5.4 Simultaneously herewith, XxxxXx is executing and delivering to
Paradigm and Paradigm Sub all documentation necessary to authorize and effect
the immediate and unconditional transfer of the Purchased Assets to Paradigm
Sub, including but not limited to the deed of assignment with respect to the
full title, rights and interest of XxxxXx in and to the Purchased Assets (the
"Deed of Assignment") in substantially the form attached hereto as Exhibit B. In
addition, XxxxXx is hereby delivering to Paradigm and Paradigm Sub all
documentation necessary to authorize and effect the transactions contemplated
hereby, including without limitation, a true and correct copy of resolutions of
XxxxXx'x board of directors and shareholders authorizing XxxxXx to enter into
this Agreement and authorizing the delivery, in accordance with the terms of
this Agreement, of the Deed of Assignment to Paradigm and Paradigm Sub against
receipt of the Acquisition Shares and the Warrant.

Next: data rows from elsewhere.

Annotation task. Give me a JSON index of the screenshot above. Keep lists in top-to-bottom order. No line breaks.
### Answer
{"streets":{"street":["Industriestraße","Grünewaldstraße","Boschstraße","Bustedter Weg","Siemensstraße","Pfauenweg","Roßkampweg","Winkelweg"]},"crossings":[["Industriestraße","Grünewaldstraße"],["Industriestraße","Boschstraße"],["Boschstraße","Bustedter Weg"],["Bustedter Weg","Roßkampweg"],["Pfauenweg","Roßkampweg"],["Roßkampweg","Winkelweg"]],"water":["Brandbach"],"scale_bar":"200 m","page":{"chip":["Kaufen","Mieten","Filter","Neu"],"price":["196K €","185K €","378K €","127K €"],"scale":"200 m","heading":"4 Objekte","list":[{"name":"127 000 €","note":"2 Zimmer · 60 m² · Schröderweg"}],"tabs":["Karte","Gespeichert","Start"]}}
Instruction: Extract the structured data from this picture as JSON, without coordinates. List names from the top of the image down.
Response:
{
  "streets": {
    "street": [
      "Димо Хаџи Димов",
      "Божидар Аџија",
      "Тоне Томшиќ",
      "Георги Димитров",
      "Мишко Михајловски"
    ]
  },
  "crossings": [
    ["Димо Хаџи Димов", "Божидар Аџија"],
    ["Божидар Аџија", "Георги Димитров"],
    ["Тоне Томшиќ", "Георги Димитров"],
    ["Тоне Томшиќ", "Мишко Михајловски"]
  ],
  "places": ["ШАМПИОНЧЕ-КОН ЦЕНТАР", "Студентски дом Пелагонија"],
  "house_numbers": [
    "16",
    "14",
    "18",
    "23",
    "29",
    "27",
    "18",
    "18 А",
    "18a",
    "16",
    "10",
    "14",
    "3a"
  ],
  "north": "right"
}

5.5 Paradigm is hereby delivering to XxxxXx all documentation necessary to
authorize and effect the transactions contemplated hereby, including without
limitation, a true and correct copy of resolutions of the board of directors of
each of Paradigm and Paradigm Sub authorizing them to enter into this Agreement,
and, with respect to Paradigm, the issuance and delivery, in accordance with the
terms of this Agreement, of the Acquisition Shares, and Additional Shares (if
applicable) and the Warrant to XxxxXx against receipt of the Deed of Assignment.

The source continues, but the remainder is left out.